● LISTED RECORDS:
○ ○ ○ ○ ○
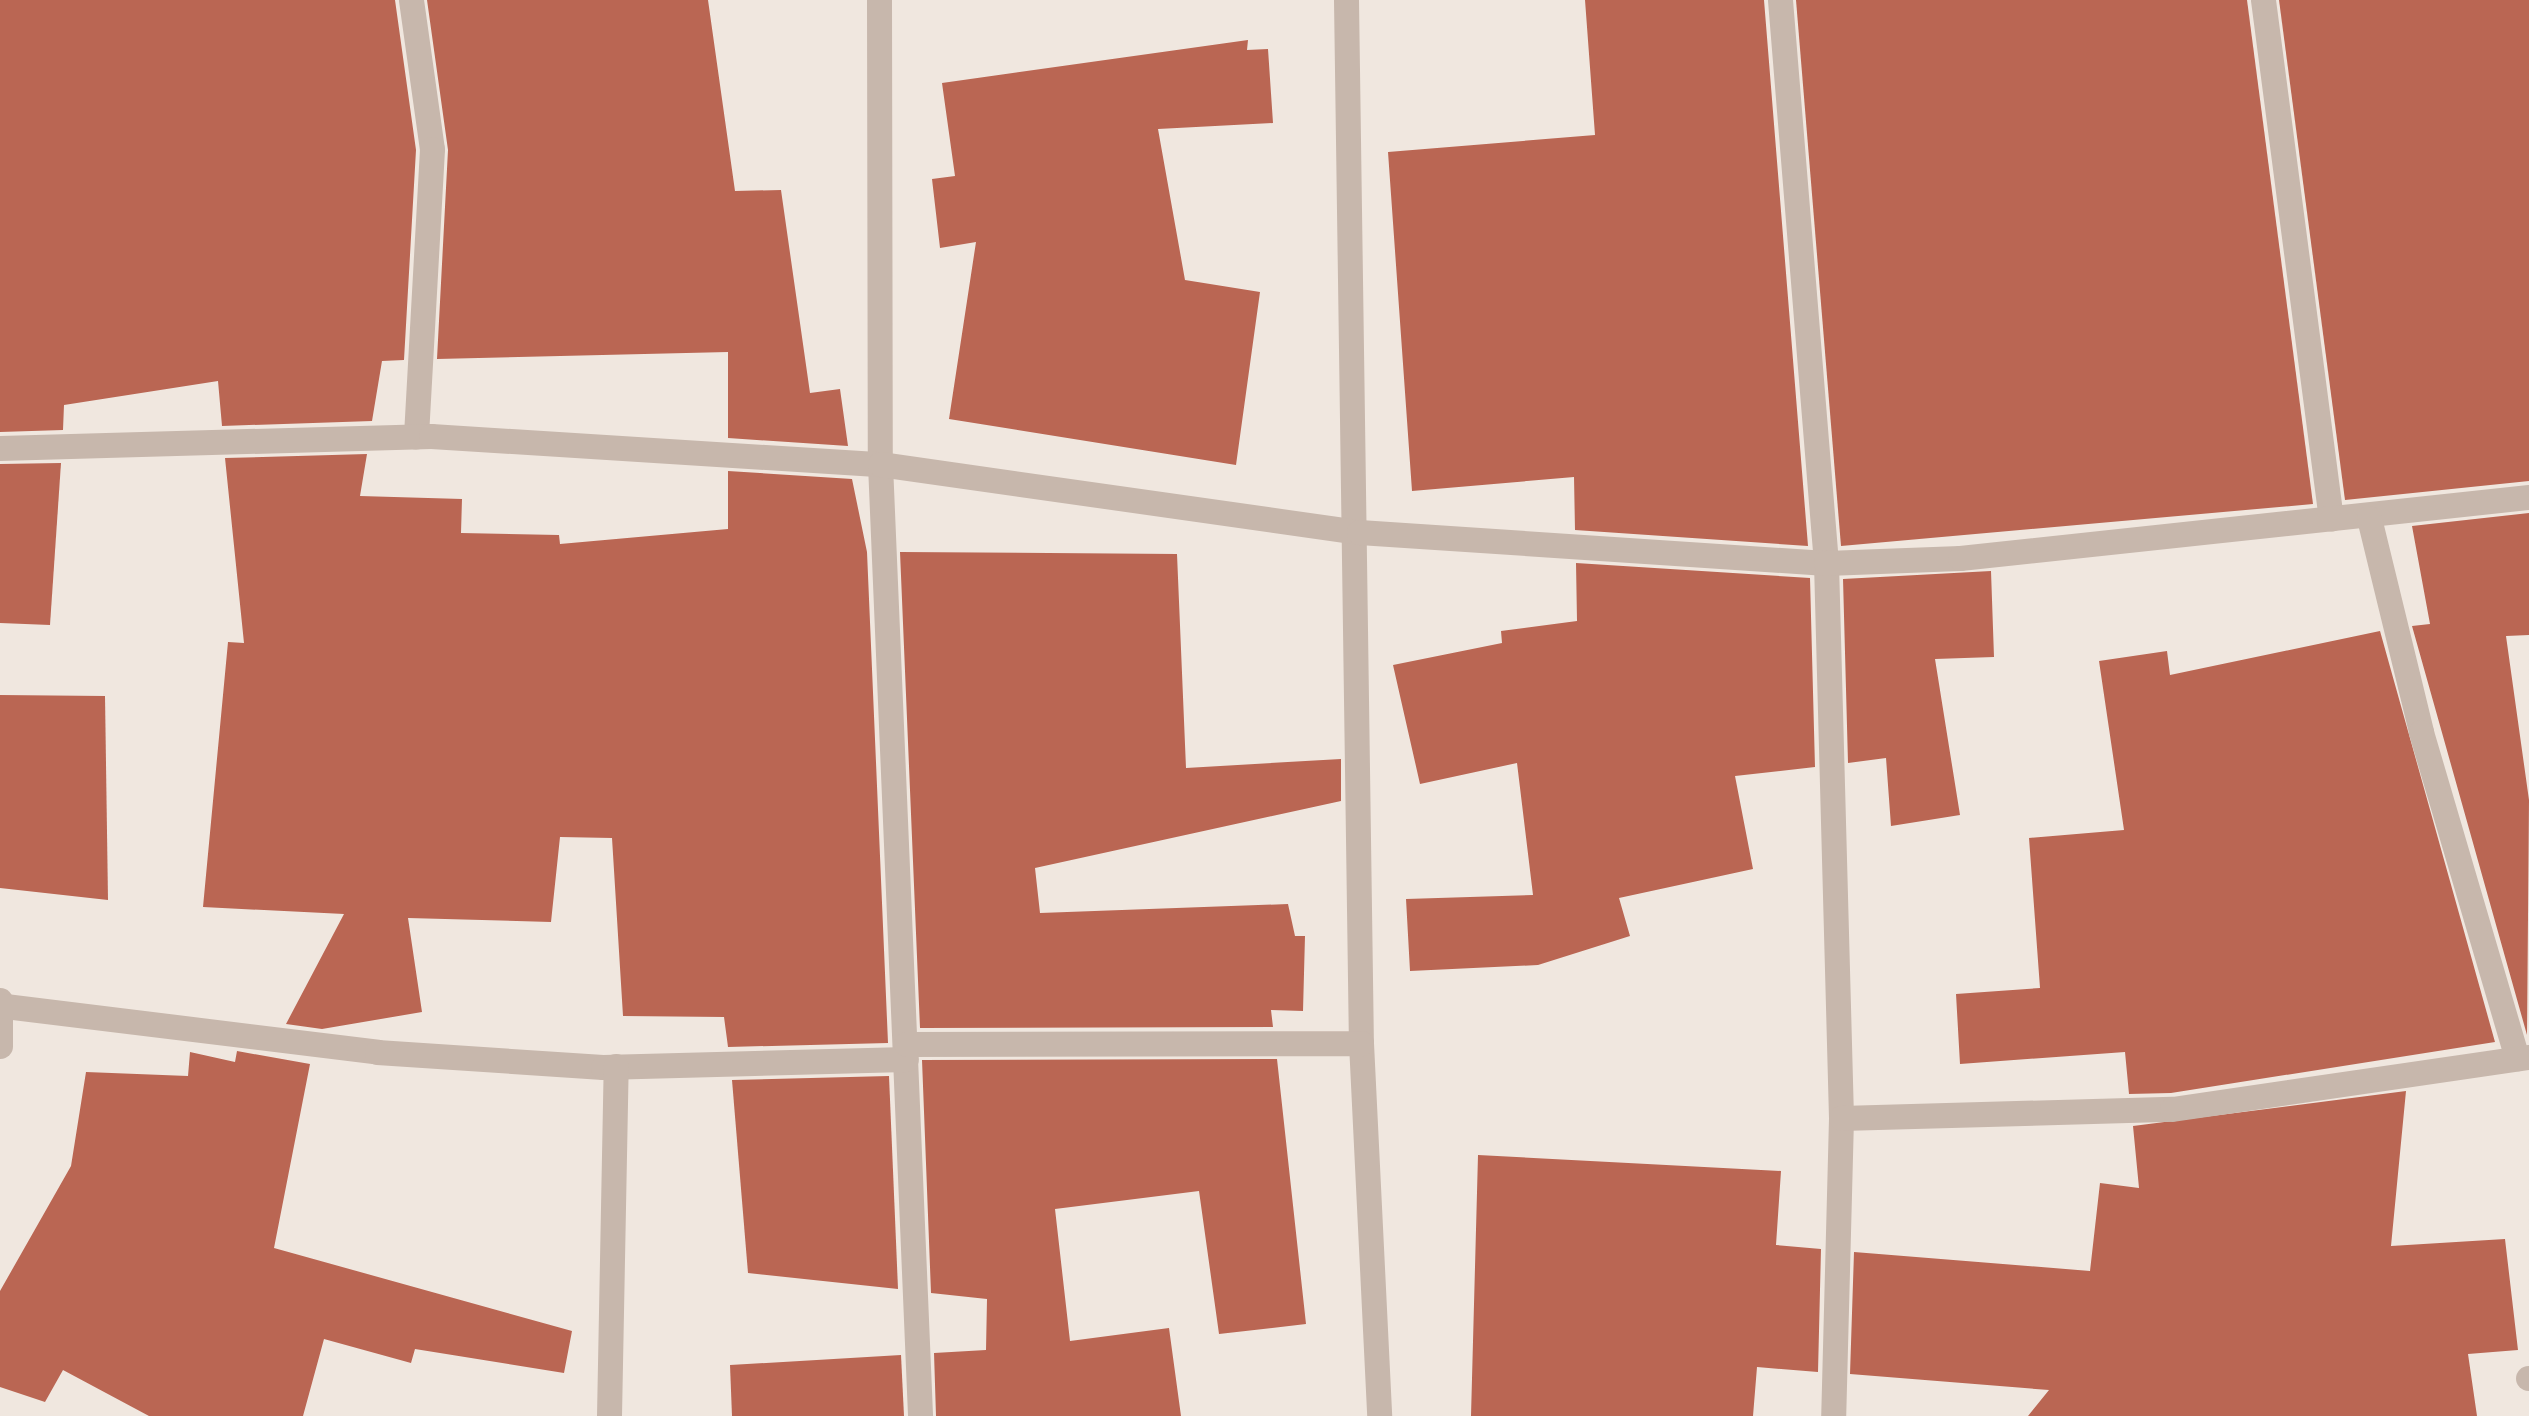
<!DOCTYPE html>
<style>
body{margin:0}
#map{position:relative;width:2529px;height:1416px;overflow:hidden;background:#f0e7df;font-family:Cabin,sans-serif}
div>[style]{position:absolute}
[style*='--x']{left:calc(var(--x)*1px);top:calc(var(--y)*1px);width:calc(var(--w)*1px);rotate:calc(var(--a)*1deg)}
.building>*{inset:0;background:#ba6653}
.minor>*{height:25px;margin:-12.5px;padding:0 12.5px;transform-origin:12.5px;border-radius:12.5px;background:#c7b7ac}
span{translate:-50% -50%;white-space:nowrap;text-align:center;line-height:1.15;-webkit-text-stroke:8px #f8f1eb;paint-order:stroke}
</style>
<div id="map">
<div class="building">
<div style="clip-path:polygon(0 0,395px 0,416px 150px,404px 360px,382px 361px,372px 421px,222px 426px,218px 381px,64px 405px,63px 430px,0 432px)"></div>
<div style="clip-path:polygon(427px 0,708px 0,735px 191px,781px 190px,810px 393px,840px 389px,848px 446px,728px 438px,728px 352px,437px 359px,448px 150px)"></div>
<div style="clip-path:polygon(1585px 0,1764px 0,1808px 546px,1575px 530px,1574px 477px,1412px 491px,1388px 152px,1595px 135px)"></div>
<div style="clip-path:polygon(1796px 0,2247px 0,2313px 504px,1841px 546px)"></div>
<div style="clip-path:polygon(2279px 0,2529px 0,2529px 481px,2345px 500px)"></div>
<div style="clip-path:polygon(1248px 40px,1247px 50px,1268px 49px,1273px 123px,1158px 129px,1185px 280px,1260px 292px,1236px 465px,949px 419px,976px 242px,940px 248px,932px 179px,955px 176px,942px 83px)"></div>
<div style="clip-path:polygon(367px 454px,360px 496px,462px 499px,461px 533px,559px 535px,560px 544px,728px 529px,728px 471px,852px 479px,867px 552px,888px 1043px,728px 1047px,724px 1017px,623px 1016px,612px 838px,560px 837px,551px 922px,408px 918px,422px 1012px,322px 1029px,286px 1024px,344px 914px,203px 907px,228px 642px,244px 643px,225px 458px)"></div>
<div style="clip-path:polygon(61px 463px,50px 625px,0 623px,0 464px)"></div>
<div style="clip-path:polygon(2529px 513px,2529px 635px,2506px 636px,2529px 800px,2527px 1035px,2412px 626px,2430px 624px,2412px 526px)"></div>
<div style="clip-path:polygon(900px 552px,1177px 554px,1186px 768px,1341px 759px,1341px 801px,1035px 868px,1040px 913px,1288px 904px,1295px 936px,1305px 936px,1303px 1011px,1271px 1010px,1273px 1027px,920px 1028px)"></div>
<div style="clip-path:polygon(1576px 563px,1810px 578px,1815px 767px,1735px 776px,1753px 869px,1619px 898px,1630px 936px,1538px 965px,1410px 971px,1406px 899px,1533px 895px,1517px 763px,1420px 784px,1393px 665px,1502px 643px,1501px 631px,1577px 621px)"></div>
<div style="clip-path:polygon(1991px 571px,1994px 657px,1935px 659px,1960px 815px,1891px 826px,1886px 758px,1848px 763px,1843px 579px)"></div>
<div style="clip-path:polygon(2380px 631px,2495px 1042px,2171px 1093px,2129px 1094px,2125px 1052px,1960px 1064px,1956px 994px,2040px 988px,2029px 838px,2124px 830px,2099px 661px,2167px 651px,2170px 675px)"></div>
<div style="clip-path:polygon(0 695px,105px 696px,108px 900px,0 888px)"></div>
<div style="clip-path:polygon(237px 1051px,310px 1064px,274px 1248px,572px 1331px,564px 1373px,415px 1349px,411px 1363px,324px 1339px,303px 1416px,149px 1416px,63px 1370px,45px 1402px,0 1387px,0 1291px,71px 1166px,86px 1072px,188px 1076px,190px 1052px,235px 1062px)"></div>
<div style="clip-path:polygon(1277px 1059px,1306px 1324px,1219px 1334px,1199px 1191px,1055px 1209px,1070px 1341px,1169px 1328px,1181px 1416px,936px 1416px,934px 1353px,986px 1350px,987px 1299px,931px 1293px,922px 1060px)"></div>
<div style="clip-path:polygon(889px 1076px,898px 1289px,748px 1273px,732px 1080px)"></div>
<div style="clip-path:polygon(2406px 1091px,2391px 1246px,2505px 1239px,2518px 1350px,2468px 1354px,2477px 1416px,2028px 1416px,2049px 1390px,1850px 1374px,1854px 1252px,2090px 1271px,2100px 1183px,2139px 1188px,2133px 1126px)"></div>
<div style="clip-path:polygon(1478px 1155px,1781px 1171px,1776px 1245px,1821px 1249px,1818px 1372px,1757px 1367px,1753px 1416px,1471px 1416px)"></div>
<div style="clip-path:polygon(901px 1355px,904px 1416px,732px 1416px,730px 1365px)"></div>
</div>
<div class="minor">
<div style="--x:411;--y:0;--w:150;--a:82"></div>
<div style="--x:432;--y:149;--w:288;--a:93.2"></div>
<div style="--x:879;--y:0;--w:464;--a:89.9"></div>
<div style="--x:880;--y:464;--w:953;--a:87.59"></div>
<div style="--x:1346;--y:0;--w:1043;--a:89.18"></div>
<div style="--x:1361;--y:1043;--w:373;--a:87.2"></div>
<div style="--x:1780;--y:0;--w:565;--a:85.33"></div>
<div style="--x:1826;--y:563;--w:555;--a:88.45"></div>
<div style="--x:1841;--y:1118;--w:298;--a:91.5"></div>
<div style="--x:2263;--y:0;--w:523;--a:82.54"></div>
<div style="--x:0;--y:448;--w:431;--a:-1.6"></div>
<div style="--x:431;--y:436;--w:450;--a:3.6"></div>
<div style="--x:880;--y:464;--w:484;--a:8.1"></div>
<div style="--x:1359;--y:532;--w:468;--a:3.8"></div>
<div style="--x:1826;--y:563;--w:134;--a:-2.1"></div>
<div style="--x:1960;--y:558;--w:572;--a:-6.12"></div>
<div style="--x:2369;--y:518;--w:220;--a:76.3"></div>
<div style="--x:2421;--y:732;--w:340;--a:73.6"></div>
<div style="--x:0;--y:1000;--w:46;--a:90"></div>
<div style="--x:5;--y:1006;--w:375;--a:7"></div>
<div style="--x:377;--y:1052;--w:226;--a:3.8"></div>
<div style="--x:603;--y:1067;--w:303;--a:-1.5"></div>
<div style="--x:906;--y:1044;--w:455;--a:-0.1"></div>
<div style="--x:1841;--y:1118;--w:331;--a:-1.6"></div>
<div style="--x:2172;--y:1109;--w:361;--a:-8.3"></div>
<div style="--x:2528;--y:1378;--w:1;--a:0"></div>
<div style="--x:609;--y:1416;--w:350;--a:-88.9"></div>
</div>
</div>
○ ○ ○ ○ ○
● THE PROBLEM:
Using the records above, report each line with the string "position".

● SOLUTION TO THE PROBLEM:
#map{position:relative;width:2529px;height:1416px;overflow:hidden;background:#f0e7df;font-family:Cabin,sans-serif}
div>[style]{position:absolute}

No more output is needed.